Proper normalize attribute value normalization #379

dralley · 2022-04-03T01:16:16Z

closes #371

dralley · 2022-04-03T15:52:47Z

Suggestions :

Move this functionality directly to Attribute
Provide a fast path to get the raw value

TODO:

Character reference & entity reference substitution with associated error handling
- Figure out what the API needs to look like

codecov-commenter · 2022-06-20T19:03:15Z

Codecov Report

Merging #379 (538e5cd) into master (e701c4d) will increase coverage by 0.10%.
The diff coverage is 86.95%.

❗ Current head 538e5cd differs from pull request most recent head ac7b67b. Consider uploading reports for the commit ac7b67b to get more accurate results

@@            Coverage Diff             @@
##           master     #379      +/-   ##
==========================================
+ Coverage   61.37%   61.48%   +0.10%     
==========================================
  Files          20       20              
  Lines       10157    10229      +72     
==========================================
+ Hits         6234     6289      +55     
- Misses       3923     3940      +17

Flag	Coverage Δ
unittests	`61.48% <86.95%> (+0.10%)`	⬆️

Flags with carried forward coverage won't be shown. Click here to find out more.

Impacted Files	Coverage Δ
src/errors.rs	`9.52% <ø> (-2.85%)`	⬇️
src/escapei.rs	`13.90% <0.00%> (ø)`
src/reader.rs	`88.36% <ø> (+0.94%)`	⬆️
src/events/attributes.rs	`94.12% <88.88%> (+3.45%)`	⬆️
src/lib.rs	`21.09% <0.00%> (-4.92%)`	⬇️
src/de/escape.rs	`65.15% <0.00%> (-1.28%)`	⬇️
src/de/seq.rs	`91.83% <0.00%> (-0.76%)`	⬇️
src/se/mod.rs	`93.81% <0.00%> (-0.01%)`	⬇️
src/writer.rs	`90.36% <0.00%> (+0.02%)`	⬆️
... and 4 more

Continue to review full report at Codecov.

Legend - Click here to learn more
Δ = absolute <relative> (impact), ø = not affected, ? = missing data
Powered by Codecov. Last update e701c4d...ac7b67b. Read the comment docs.

dralley · 2022-06-22T17:53:39Z

I plan to continue working on this over the next week or two

dralley · 2022-06-23T02:16:42Z

@Mingun Questions:

Currently we have the functions unescaped_value, unescaped_value_with_custom_entities and their decode equivalents, that do the escaping part but don't implement the rest of the XML attribute-value-normalization spec. I'm not sure I see any reason for those to continue to exist as far as XML is concerned, but for HTML it makes some sense, as HTML only seems to do unescaping without any other normalization of the value.

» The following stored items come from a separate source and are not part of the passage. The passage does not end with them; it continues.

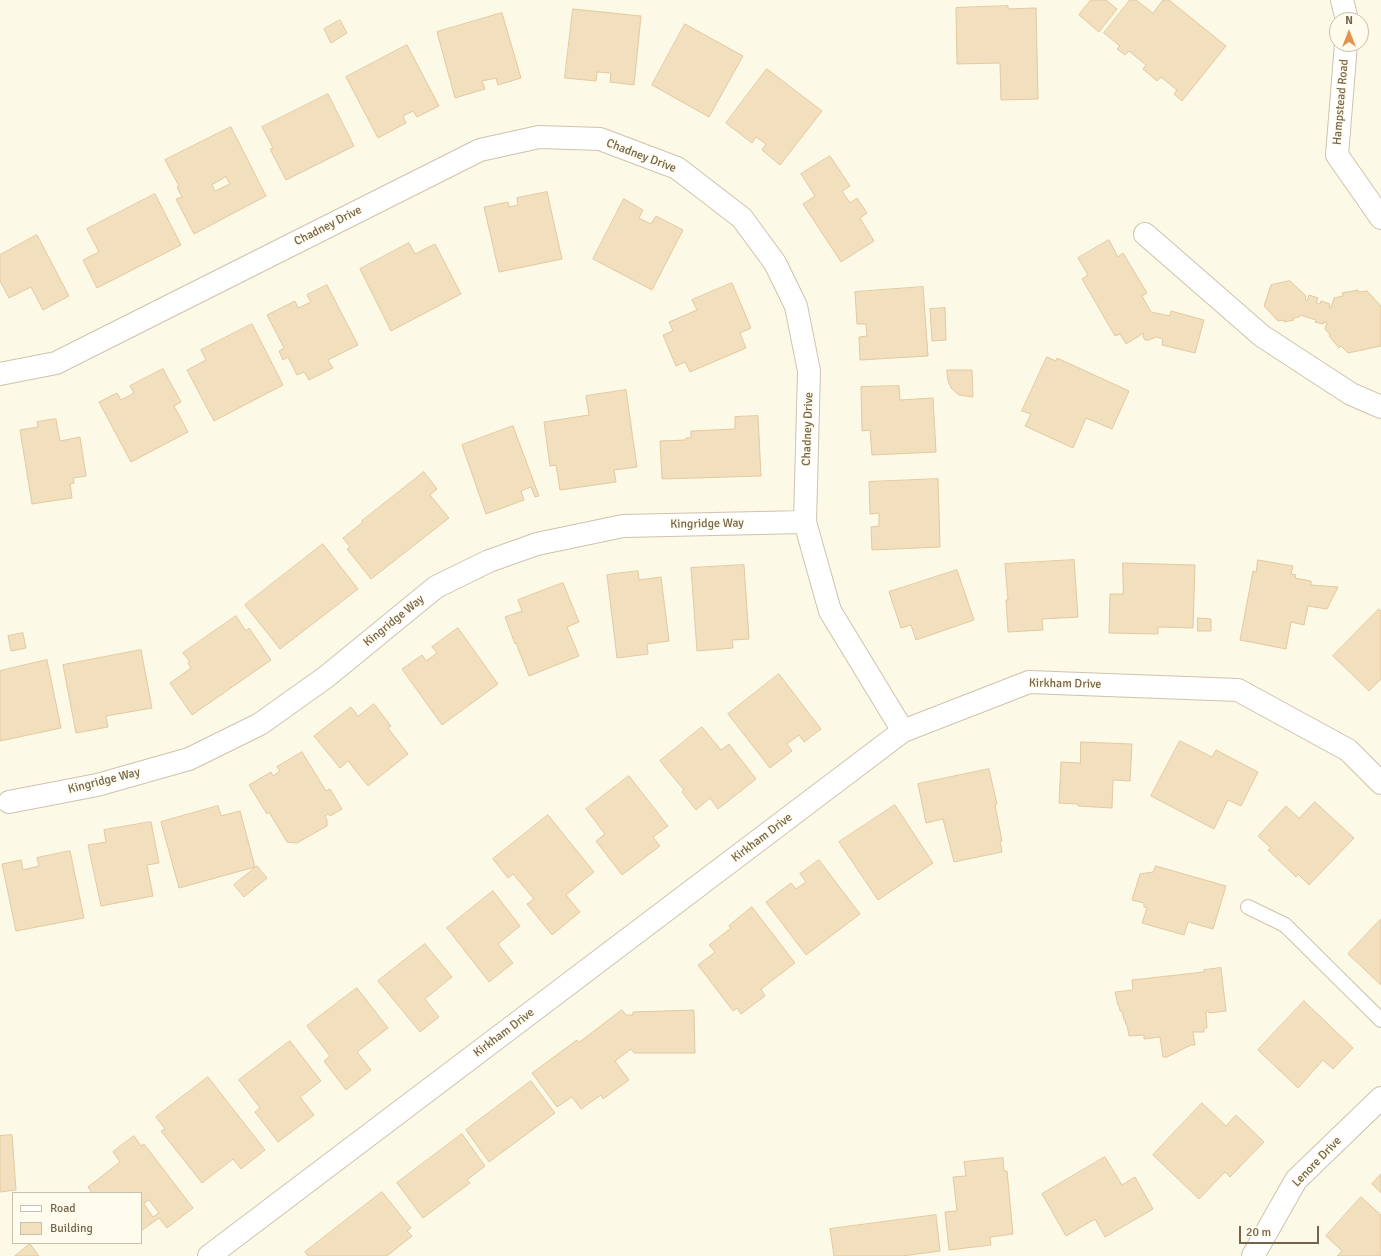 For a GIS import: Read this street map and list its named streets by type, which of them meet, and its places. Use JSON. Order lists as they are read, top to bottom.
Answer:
{
  "streets": {
    "street": [
      "Hampstead Road",
      "Chadney Drive",
      "Kingridge Way",
      "Kirkham Drive",
      "Lenore Drive"
    ]
  },
  "crossings": [
    ["Chadney Drive", "Kingridge Way"],
    ["Chadney Drive", "Kirkham Drive"]
  ],
  "legend": ["Road", "Building"],
  "scale_bar": "20 m",
  "north": "top"
}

Does that sound accurate / align with your knowledge
Do you think it would make more sense to stick with functional names, like normalized_value / unescaped_value and rely on the documentation to tell users what they ought to be using, or switch more descriptive names such as html_value / xml_value
The behavior of Attributes depends on whether or not .html is set, should we look at doing something similar here, or would that not be worth the additional complication

Mingun · 2022-06-23T18:28:36Z

I haven't studied a situation about HTML attributes, therefore, I rely on your understanding of the situation. Then, if you include references to relevant resources in the documentation, I'll be able to learn something about that
I think that functional names are better
Probably we should inverse things and introduce different types for XML / HTML attributes, then implement only relevant methods on each. This will also solve some unpleasant things in the current API -- we can change htmlity of the attributes in the middle of iteration that probably could to lead to sophisticated bugs. I would like to avoid such dangerous usage.

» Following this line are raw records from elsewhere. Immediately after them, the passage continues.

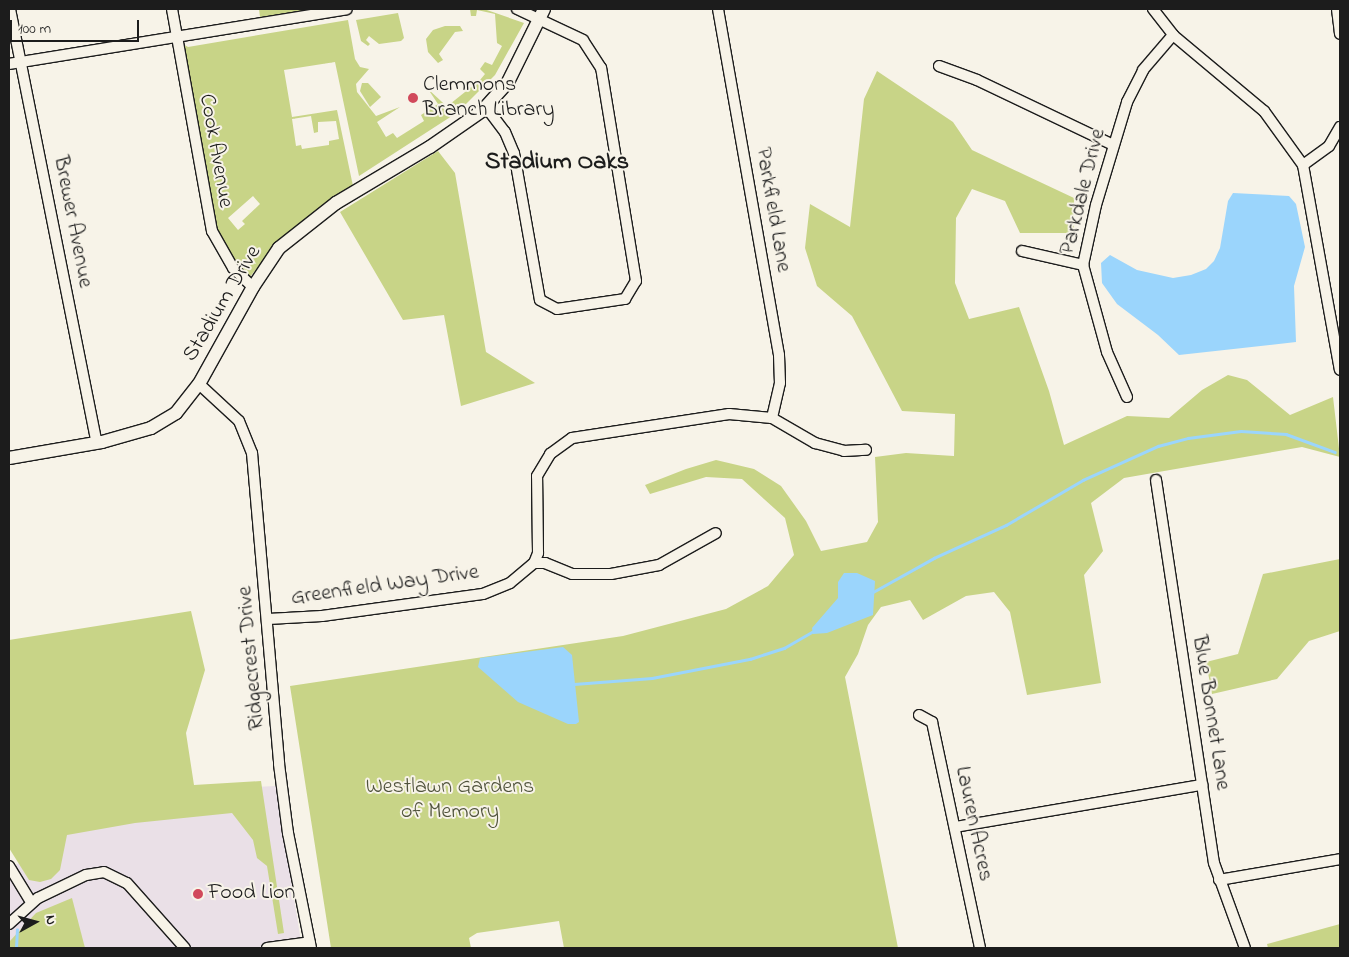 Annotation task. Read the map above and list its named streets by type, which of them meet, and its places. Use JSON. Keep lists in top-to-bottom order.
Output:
{
  "streets": {
    "street": [
      "Cook Avenue",
      "Parkdale Drive",
      "Parkfield Lane",
      "Brewer Avenue",
      "Stadium Drive",
      "Greenfield Way Drive",
      "Ridgecrest Drive",
      "Blue Bonnet Lane",
      "Lauren Acres"
    ]
  },
  "crossings": [
    ["Cook Avenue", "Stadium Drive"],
    ["Brewer Avenue", "Stadium Drive"],
    ["Stadium Drive", "Ridgecrest Drive"],
    ["Greenfield Way Drive", "Ridgecrest Drive"]
  ],
  "districts": ["Stadium Oaks"],
  "parks": ["Westlawn Gardens of Memory"],
  "places": ["Clemmons Branch Library", "Food Lion"],
  "scale_bar": "100 m",
  "north": "right"
}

dralley · 2022-06-25T03:10:01Z

I'm basically going off of the lack of any kind of discussion of attribute value normalization in the HTML living spec, and this discussion on stackoverflow

https://html.spec.whatwg.org/multipage/dom.html#attributes
https://html.spec.whatwg.org/multipage/syntax.html#attributes-2
https://stackoverflow.com/questions/63906320/html5-attribute-value-normalization

I think that functional names are better

I agree

Probably we should inverse things and introduce different types for XML / HTML attributes, then implement only relevant methods on each. This will also solve some unpleasant things in the current API -- we can change htmlity of the attributes in the middle of iteration that probably could to lead to sophisticated bugs. I would like to avoid such dangerous usage.

Can they? It looks like all these fields are private. But, I feel like this is still the best option. There is already attributes() and html_attributes(), it's only a matter of changing the types.

The unfortunate thing will be, that the code between the two is almost the same, just enough so that it will be really annoying to duplicate.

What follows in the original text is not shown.